Spanish military officer

Mariano Alonso Alonso (Madrid, 11 October 1899 – 3 July 1974) was a Spanish military officer and colonial administrator, governor of Spanish Guinea and Spanish Sahara, and Captain General of the Balearic Islands during the Francoist regime.

== Biography ==
In 1914 Alonso entered the Toledo Infantry Academy, from which he graduated in 1917 with the rank of lieutenant. In November 1920 he was assigned to the indigenous police of the Spanish protectorate in Morocco, until 1924 when he was promoted to captain. During these years he learned Arabic. Between 1930 and 1934 he studied at the Escuela de Estado Mayor, and after graduation he was assigned to the Inspectorate of the Khalifian Forces.
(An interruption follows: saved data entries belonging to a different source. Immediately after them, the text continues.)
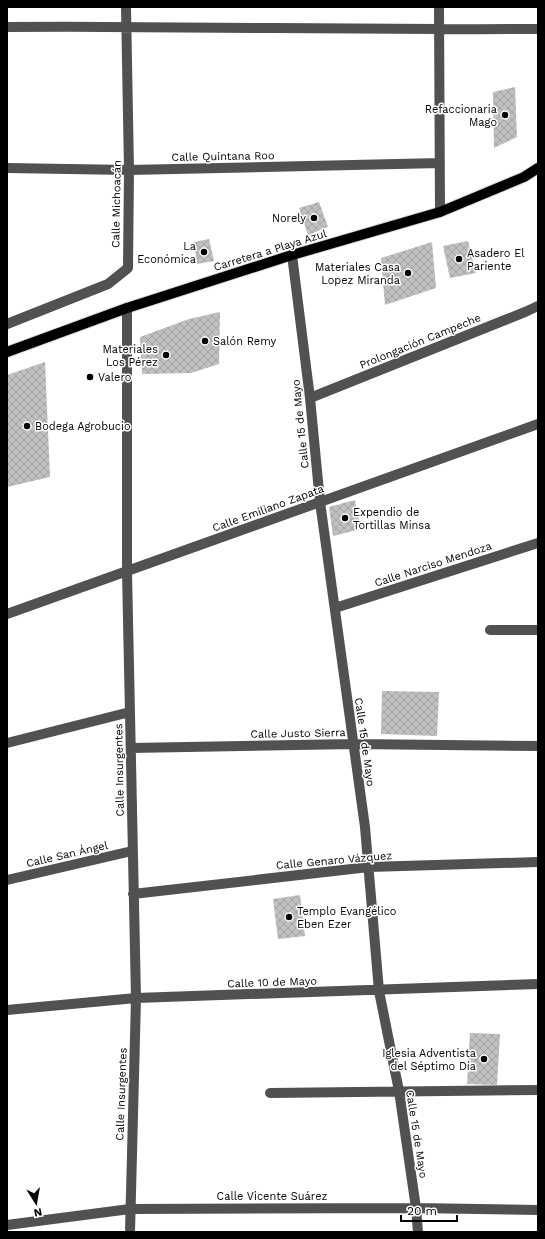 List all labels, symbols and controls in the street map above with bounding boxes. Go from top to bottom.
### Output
place label: Refaccionaria Mago [425,103,497,129]
marker: Refaccionaria Mago [500,110,510,120]
street label: Calle Quintana Roo [171,149,275,164]
street label: Calle Michoacán [109,160,124,248]
place label: Norely [272,212,306,225]
marker: Norely [309,213,319,223]
street label: Carretera a Playa Azul [212,227,329,274]
place label: La Económica [137,240,196,266]
marker: La Económica [199,247,209,257]
place label: Asadero El Pariente [467,247,525,273]
marker: Asadero El Pariente [454,254,464,264]
place label: Materiales Casa Lopez Miranda [315,261,400,287]
marker: Materiales Casa Lopez Miranda [403,268,413,278]
street label: Prolongación Campeche [358,311,483,372]
place label: Salón Remy [213,335,276,348]
marker: Salón Remy [200,336,210,346]
place label: Materiales Los Pérez [103,343,158,369]
marker: Materiales Los Pérez [161,350,171,360]
place label: Valero [98,371,131,384]
marker: Valero [85,372,95,382]
street label: Calle 15 de Mayo [289,379,312,469]
place label: Bodega Agrobucio [35,420,131,433]
marker: Bodega Agrobucio [22,421,32,431]
street label: Calle Emiliano Zapata [211,482,326,535]
place label: Expendio de Tortillas Minsa [353,506,430,532]
marker: Expendio de Tortillas Minsa [340,513,350,523]
street label: Calle Narciso Mendoza [373,539,493,590]
street label: Calle 15 de Mayo [352,697,377,787]
street label: Calle Insurgentes [112,723,127,817]
street label: Calle Justo Sierra [250,726,346,741]
street label: Calle San Ángel [25,838,110,870]
street label: Calle Genaro Vázquez [275,849,393,872]
place label: Templo Evangélico Eben Ezer [297,905,396,931]
marker: Templo Evangélico Eben Ezer [284,912,294,922]
street label: Calle 10 de Mayo [227,974,317,991]
street label: Calle Insurgentes [113,1047,130,1141]
place label: Iglesia Adventista del Séptimo Día [382,1047,476,1073]
marker: Iglesia Adventista del Séptimo Día [479,1054,489,1064]
street label: Calle 15 de Mayo [403,1089,430,1179]
north arrow [16,1183,56,1223]
street label: Calle Vicente Suárez [217,1190,328,1203]
scale bar [401,1197,457,1223]
text: 20 m [407,1204,437,1218]
text: N [33,1205,43,1219] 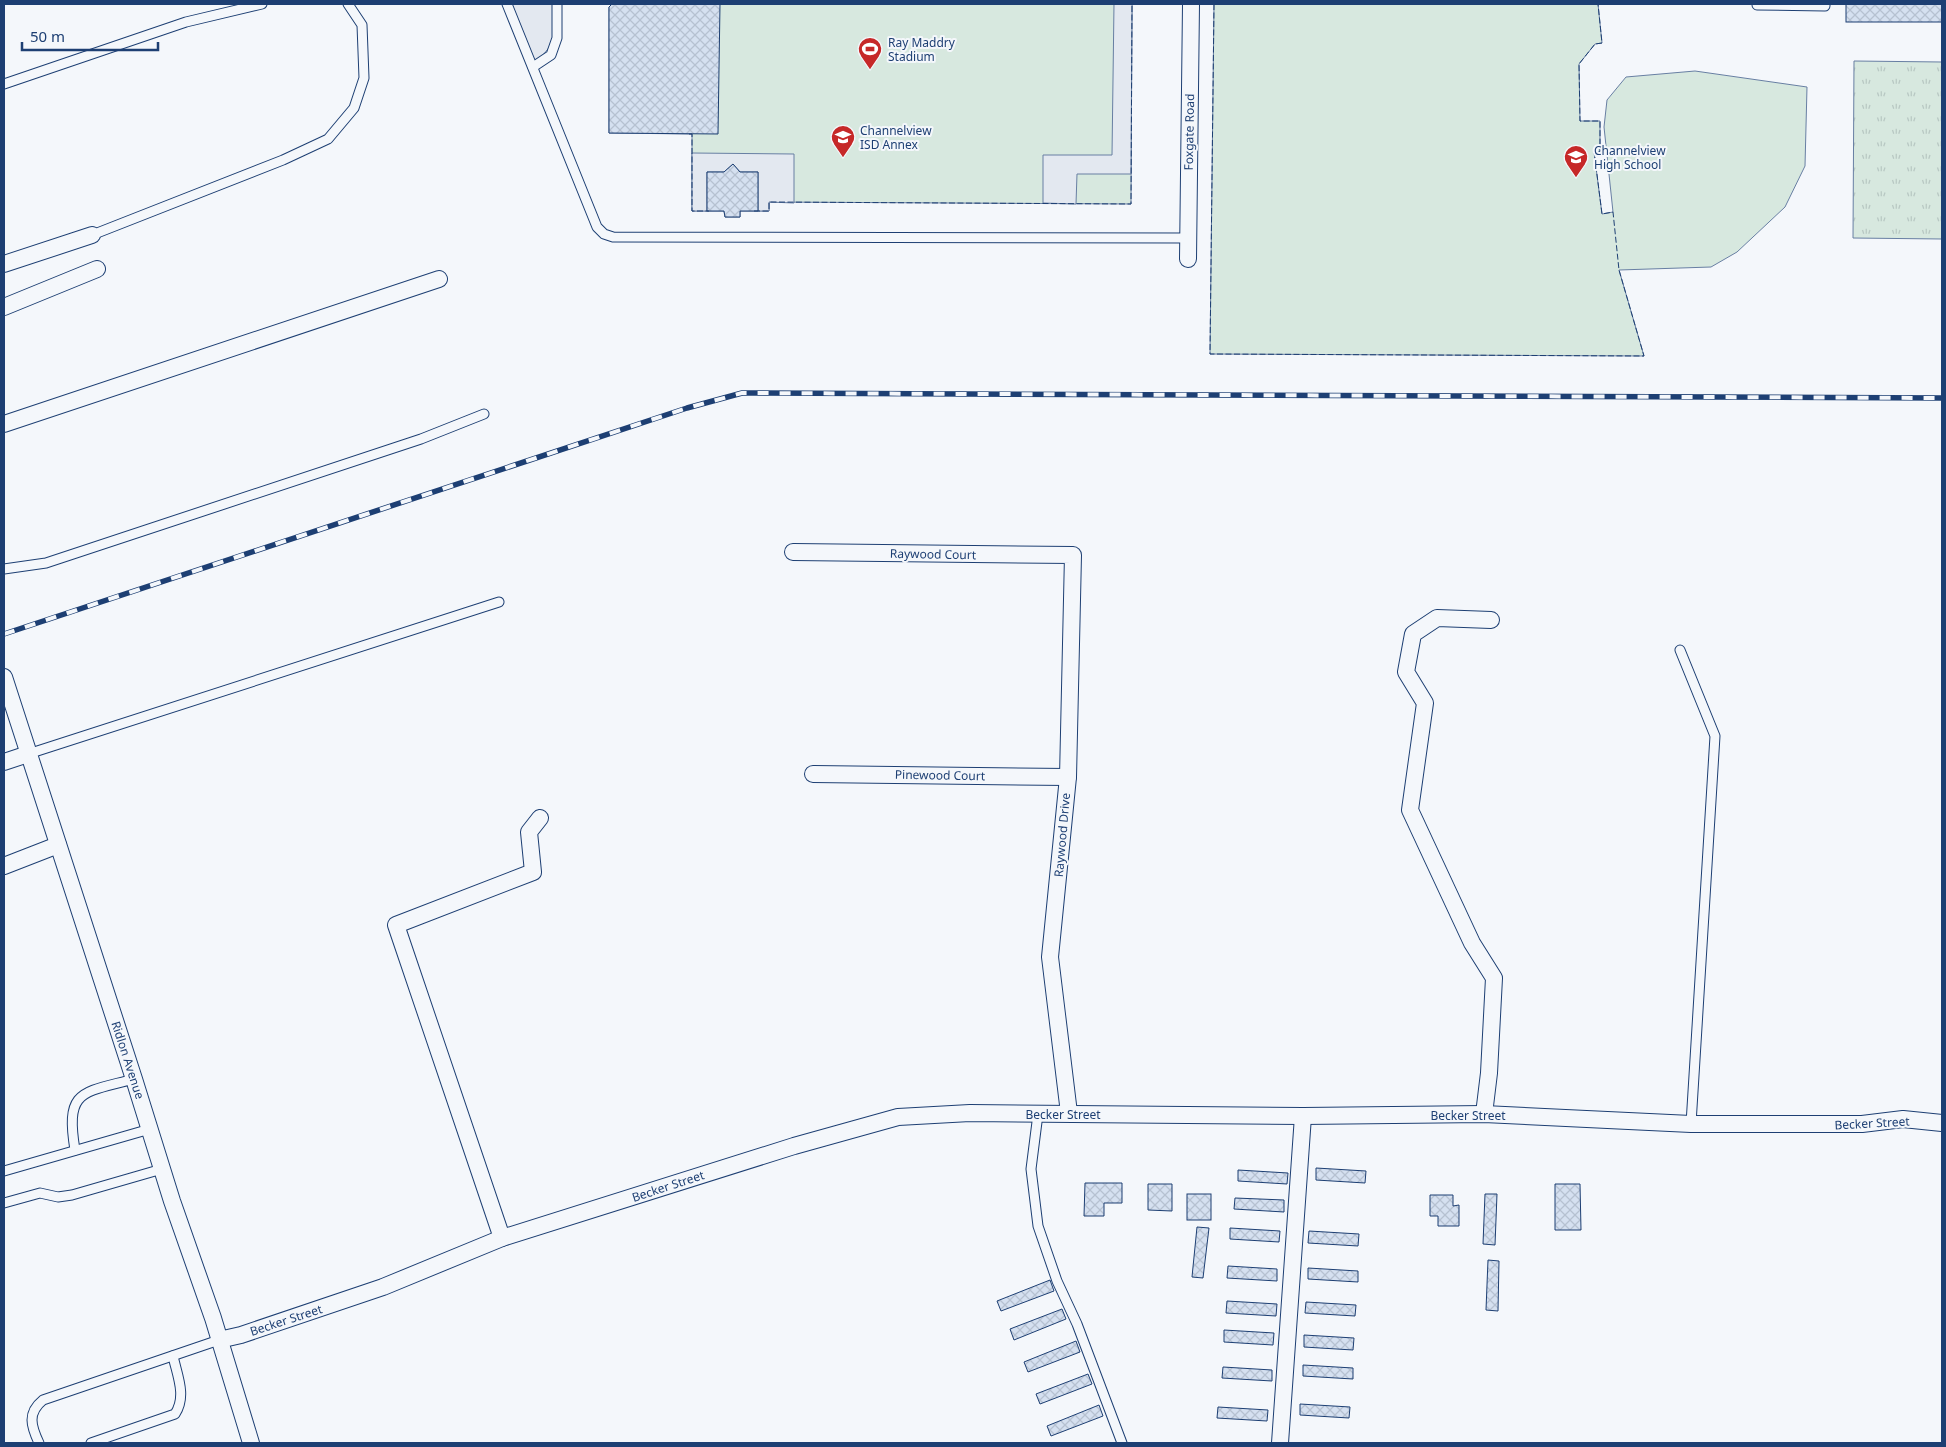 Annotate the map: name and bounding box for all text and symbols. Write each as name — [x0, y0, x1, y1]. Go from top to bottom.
scale bar — [22, 20, 159, 52]
text: 50 m — [30, 26, 65, 46]
place label: Ray Maddry Stadium — [888, 34, 956, 65]
sports icon: Ray Maddry Stadium — [857, 36, 883, 70]
street label: Foxgate Road — [1180, 93, 1198, 171]
place label: Channelview ISD Annex — [860, 122, 932, 153]
school or university icon: Channelview ISD Annex — [830, 124, 856, 158]
place label: Channelview High School — [1594, 142, 1666, 173]
school or university icon: Channelview High School — [1563, 144, 1589, 178]
street label: Raywood Court — [890, 545, 977, 563]
street label: Pinewood Court — [895, 766, 986, 784]
street label: Raywood Drive — [1050, 792, 1074, 878]
street label: Ridlon Avenue — [107, 1019, 149, 1101]
street label: Becker Street — [1025, 1106, 1101, 1123]
street label: Becker Street — [1430, 1107, 1506, 1124]
street label: Becker Street — [1834, 1113, 1911, 1133]
street label: Becker Street — [630, 1166, 707, 1206]
street label: Becker Street — [248, 1300, 325, 1340]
The Spanish coup of July 1936 caught Alonso in Tétouan, and from there he left for Ifni, joining the Nationalist faction in the Spanish Civil War. In May 1937 he was promoted to commander, and in July 1937 he was promoted to lieutenant colonel. He took an active part in the Battle of Brunete and at the end of the Civil War was appointed Delegate of Indigenous Affairs until January 1942, when he was appointed Governor of Spanish Guinea, serving in Santa Isabel until 1944. Promoted to colonel, he was a professor at the General Military Academy and at the Escuela Politécnica Superior del Ejército. In September 1952 he was promoted to brigadier general and in November 1956 to major general. In July 1958 he was appointed Governor of Spanish Sahara; he left the position in El Aaiún in October 1961, when he was promoted to lieutenant general and appointed Captain General of the Balearic Islands. He left office in January 1963 and replaced Manuel Baturone Colombo as Captain General of the V Military Region (Aragon). In October 1964 he replaced Rafael García Valiño as Captain General of the I Military Region (Madrid) and held the post until he moved to the reserve in October 1965. Since then he has been a councilor at the Spanish Council of State, representing the Spanish Army.